Jenny Uglow has written a wonderful portrait of this deeply sympathetic man. She is particularly adept at uncovering psychological clues buried in his verse. ‘Every time one returns to the limericks,’ she writes, ‘one can find something new: the gap between the characters, never quite touching, the action suspended in time; the darkness and anger.’
Mr Lear: A Life Of Art And Nonsense is also generously published, with plenty of colour illustrations, and the nonsense verse and accompanying drawings slotted into the text at just the right moments: all in all, a fitting monument to one of the most remarkable Englishmen who ever lived.
My other favourite biography is of the Welsh painter and poet David Jones, who was born in Brockley, south London in 1895 and died, penniless, in a residential home in Harrow, north-west London in 1974. Other poets revered him. ‘Your work makes me feel very small and madly jealous,’ said WH Auden, and Dylan Thomas once remarked, ‘I would like to have done anything as good as David Jones has done.’
Thomas Dilworth has devoted his life to the appreciation of the great, neglected genius, and David Jones: Engraver, Soldier, Painter, Poet (Jonathan Cape €27.99) has a depth of thought and feeling lacking in many slicker literary biographies.

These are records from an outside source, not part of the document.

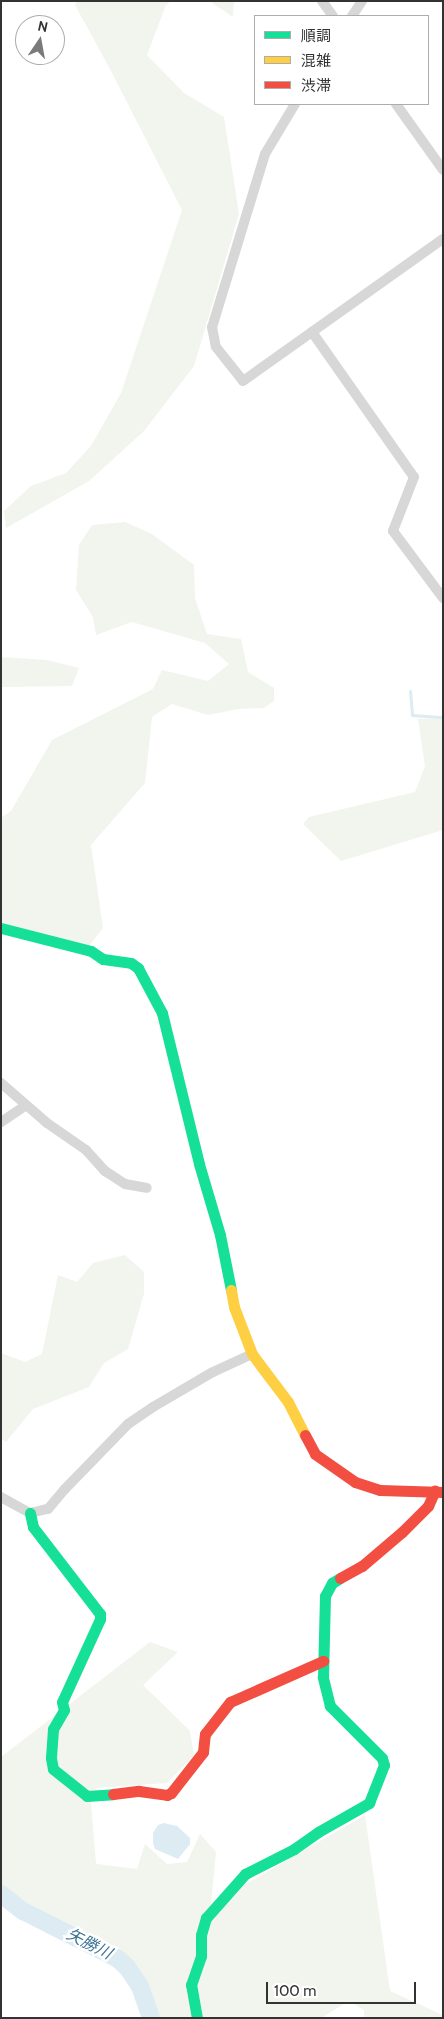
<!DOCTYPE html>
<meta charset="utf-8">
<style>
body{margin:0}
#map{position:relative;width:444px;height:2019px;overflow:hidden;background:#fff;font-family:Cabin,"Noto Sans JP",sans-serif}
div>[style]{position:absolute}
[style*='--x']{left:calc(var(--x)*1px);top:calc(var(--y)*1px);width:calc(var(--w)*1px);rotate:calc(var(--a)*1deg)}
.green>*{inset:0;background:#f1f5ed}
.water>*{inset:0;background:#ddebf3}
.stream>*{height:3px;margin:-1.5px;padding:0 1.5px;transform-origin:1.5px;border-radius:1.5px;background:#ddebf3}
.river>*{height:18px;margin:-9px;padding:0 9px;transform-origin:9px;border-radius:9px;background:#ddebf3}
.street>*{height:10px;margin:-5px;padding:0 5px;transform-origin:5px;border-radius:5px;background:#d7d7d7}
.fast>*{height:11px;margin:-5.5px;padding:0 5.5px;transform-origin:5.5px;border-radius:5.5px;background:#16e098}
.slow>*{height:11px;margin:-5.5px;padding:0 5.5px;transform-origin:5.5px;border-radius:5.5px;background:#ffcf43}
.jam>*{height:11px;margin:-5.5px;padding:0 5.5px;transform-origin:5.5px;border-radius:5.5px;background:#f24e42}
span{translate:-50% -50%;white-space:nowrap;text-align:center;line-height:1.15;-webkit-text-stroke:5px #fff;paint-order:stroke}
.water-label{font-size:16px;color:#3f7597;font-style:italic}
.frame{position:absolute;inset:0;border:2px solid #333;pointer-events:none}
.legend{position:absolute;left:254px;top:15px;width:175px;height:90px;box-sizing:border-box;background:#fff;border:1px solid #adadad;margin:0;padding:6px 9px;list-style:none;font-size:15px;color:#333}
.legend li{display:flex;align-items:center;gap:10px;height:25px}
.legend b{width:25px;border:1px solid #adadad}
.north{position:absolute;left:15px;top:15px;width:50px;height:50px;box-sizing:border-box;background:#fff;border:1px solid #adadad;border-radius:50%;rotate:12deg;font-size:14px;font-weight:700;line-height:20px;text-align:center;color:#333}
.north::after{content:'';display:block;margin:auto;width:18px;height:22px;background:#7a7a7a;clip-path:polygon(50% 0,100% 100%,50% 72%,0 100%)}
.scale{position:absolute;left:266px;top:1982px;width:150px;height:22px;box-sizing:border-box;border:2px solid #333;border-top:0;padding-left:6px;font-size:15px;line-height:18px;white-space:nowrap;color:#333;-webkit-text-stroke:4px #fff;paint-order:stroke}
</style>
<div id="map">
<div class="green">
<i style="clip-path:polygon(77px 1px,171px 1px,166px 5px,147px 55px,184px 93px,224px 117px,239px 214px,194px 366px,144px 431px,89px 481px,6px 528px,4px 511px,31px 486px,66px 473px,91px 446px,121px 393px,182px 210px,110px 69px,75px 5px)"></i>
<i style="clip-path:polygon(209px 1px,234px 1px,233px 17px)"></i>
<i style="clip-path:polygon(125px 522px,152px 534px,194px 565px,195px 598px,207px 634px,241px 639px,248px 672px,274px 688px,274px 701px,264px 708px,238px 709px,208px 715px,172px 704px,152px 717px,145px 783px,91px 845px,103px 928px,88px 947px,1px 924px,1px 818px,11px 811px,52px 740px,153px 689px,162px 670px,208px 681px,229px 664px,205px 643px,132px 622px,96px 635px,93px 617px,76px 590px,79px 545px,92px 525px)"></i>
<i style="clip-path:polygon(1px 657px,47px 660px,79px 668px,72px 686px,1px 687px)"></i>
<i style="clip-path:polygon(443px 718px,443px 830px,341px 861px,303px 824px,309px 817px,415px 792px,425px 766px,418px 719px)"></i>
<i style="clip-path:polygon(125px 1255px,144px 1272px,144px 1294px,128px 1349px,104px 1363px,89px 1387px,33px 1409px,6px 1442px,1px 1438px,1px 1353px,25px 1362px,42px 1354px,58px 1275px,77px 1282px,93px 1263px)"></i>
<i style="clip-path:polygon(150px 1642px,178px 1652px,143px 1685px,190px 1731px,194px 1756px,167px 1783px,96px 1788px,91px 1803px,96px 1864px,137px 1869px,145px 1844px,167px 1864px,187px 1862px,200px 1834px,216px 1852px,211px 1904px,365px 1815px,390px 1991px,443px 2015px,443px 2018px,364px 2018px,364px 2010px,349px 2001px,321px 2018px,150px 2018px,128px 1958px,24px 1905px,1px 1885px,1px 1757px)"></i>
</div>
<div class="water">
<i style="clip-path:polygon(164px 1823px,177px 1826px,190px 1838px,190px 1844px,178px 1859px,155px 1849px,153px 1843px,153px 1833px,158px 1825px)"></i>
</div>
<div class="stream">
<i style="--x:410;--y:691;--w:24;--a:85"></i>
<i style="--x:412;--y:715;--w:31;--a:4"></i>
</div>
<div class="river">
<i style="--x:1;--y:1894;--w:28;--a:38"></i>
<i style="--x:23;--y:1911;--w:106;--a:26.8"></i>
<i style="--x:118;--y:1959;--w:12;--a:42"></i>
<i style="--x:127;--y:1967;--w:23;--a:56"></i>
<i style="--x:140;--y:1986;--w:34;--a:71"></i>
</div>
<div class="street">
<i style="--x:322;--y:1;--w:19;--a:54"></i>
<i style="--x:352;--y:16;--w:18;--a:-56"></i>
<i style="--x:295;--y:104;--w:58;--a:121"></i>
<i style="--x:265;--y:154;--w:181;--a:107"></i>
<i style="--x:212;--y:327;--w:20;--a:79"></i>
<i style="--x:216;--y:347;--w:43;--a:51.5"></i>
<i style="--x:243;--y:381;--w:245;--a:-35.4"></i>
<i style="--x:396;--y:104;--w:81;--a:54.5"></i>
<i style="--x:312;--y:332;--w:177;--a:54.9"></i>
<i style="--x:414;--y:477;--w:58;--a:111.3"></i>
<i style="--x:393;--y:531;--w:84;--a:53.3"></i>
<i style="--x:1;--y:1083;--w:61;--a:41"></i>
<i style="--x:47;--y:1123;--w:47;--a:34.7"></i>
<i style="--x:86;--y:1150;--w:28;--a:48"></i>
<i style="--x:105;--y:1171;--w:24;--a:33"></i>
<i style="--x:125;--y:1184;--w:22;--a:10"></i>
<i style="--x:1;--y:1122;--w:29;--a:-34"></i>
<i style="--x:1;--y:1497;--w:33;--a:29"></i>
<i style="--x:30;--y:1513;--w:18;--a:-13"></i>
<i style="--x:48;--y:1509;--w:25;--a:-50"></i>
<i style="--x:64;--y:1490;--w:92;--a:-45.9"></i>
<i style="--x:128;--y:1424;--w:30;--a:-34"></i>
<i style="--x:153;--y:1407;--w:69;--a:-30.3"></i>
<i style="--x:213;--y:1372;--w:43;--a:-24.8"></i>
</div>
<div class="fast">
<i style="--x:1;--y:928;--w:93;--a:14.3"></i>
<i style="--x:91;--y:951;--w:14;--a:34"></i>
<i style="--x:103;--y:959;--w:28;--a:8"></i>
<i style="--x:131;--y:963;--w:9;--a:36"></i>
<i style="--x:138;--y:968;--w:51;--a:61.9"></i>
<i style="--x:162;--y:1013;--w:155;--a:76.2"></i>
<i style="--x:199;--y:1164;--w:74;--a:73.5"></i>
<i style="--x:220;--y:1235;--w:56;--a:78.7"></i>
<i style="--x:30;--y:1513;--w:14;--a:78"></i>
<i style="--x:33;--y:1527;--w:110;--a:52.4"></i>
<i style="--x:100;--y:1614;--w:5;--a:90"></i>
<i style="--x:100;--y:1619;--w:91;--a:114.6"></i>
<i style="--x:62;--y:1702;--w:8;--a:76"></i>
<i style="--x:64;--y:1710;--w:22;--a:120"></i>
<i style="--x:53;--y:1729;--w:29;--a:94"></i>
<i style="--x:51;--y:1758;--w:11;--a:80"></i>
<i style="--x:53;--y:1769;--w:43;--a:38.5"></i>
<i style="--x:87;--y:1796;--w:26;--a:-4"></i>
<i style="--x:197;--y:2018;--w:34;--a:-100"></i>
<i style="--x:191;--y:1985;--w:31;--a:-71"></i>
<i style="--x:201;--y:1956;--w:21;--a:-90"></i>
<i style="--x:201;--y:1935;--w:18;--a:-74"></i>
<i style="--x:206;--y:1918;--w:59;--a:-48.4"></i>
<i style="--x:245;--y:1874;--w:55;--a:-27"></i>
<i style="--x:294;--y:1849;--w:29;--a:-35"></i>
<i style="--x:318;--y:1832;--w:59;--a:-29.6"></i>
<i style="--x:369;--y:1803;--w:41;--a:-68.5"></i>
<i style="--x:384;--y:1765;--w:7;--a:-106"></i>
<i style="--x:382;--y:1758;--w:74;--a:-135"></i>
<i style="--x:330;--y:1706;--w:30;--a:-104"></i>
<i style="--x:323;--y:1677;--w:81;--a:-88.6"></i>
<i style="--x:325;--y:1596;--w:15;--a:-62"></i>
<i style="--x:332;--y:1583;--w:9;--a:-32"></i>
</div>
<div class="slow">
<i style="--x:231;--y:1290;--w:17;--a:80"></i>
<i style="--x:234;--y:1307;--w:50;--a:69"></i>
<i style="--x:252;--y:1354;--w:60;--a:53.1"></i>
<i style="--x:288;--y:1402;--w:37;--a:63"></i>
</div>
<div class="jam">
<i style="--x:305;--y:1435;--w:21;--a:62"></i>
<i style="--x:315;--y:1454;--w:49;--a:35"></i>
<i style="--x:355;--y:1482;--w:26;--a:18"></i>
<i style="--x:380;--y:1490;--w:63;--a:1.8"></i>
<i style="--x:340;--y:1578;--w:25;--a:-29"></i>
<i style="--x:362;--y:1566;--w:52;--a:-40.4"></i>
<i style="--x:402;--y:1532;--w:37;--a:-45"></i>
<i style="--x:428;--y:1506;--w:17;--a:-66"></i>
<i style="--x:113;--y:1794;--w:26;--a:-7"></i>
<i style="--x:139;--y:1791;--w:28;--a:8"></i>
<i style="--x:167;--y:1795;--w:4;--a:-27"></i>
<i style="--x:171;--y:1793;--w:52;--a:-52"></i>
<i style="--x:203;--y:1752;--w:18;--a:-84"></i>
<i style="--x:205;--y:1734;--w:41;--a:-52"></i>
<i style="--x:230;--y:1702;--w:102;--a:-23.8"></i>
</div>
<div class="water-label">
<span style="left:89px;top:1944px;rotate:27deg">矢勝川</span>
</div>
<div class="frame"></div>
<ul class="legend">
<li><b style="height:6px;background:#16e098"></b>順調</li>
<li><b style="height:6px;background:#ffcf43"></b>混雑</li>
<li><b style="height:6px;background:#f24e42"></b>渋滞</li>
</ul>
<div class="north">N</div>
<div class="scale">100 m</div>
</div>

In World War I Jones served longer on the front – 117 weeks – than any other British writer, surviving both the Somme and Passchendaele. He was profoundly damaged by the experience, terrified to the end of his life by loud noises and open spaces. But, like Lear, through talent and willpower he transformed his distress into a thing of beauty. His paintings and his poetry are kaleidoscopic explosions of consciousness, at one and the same time earthy and mystical.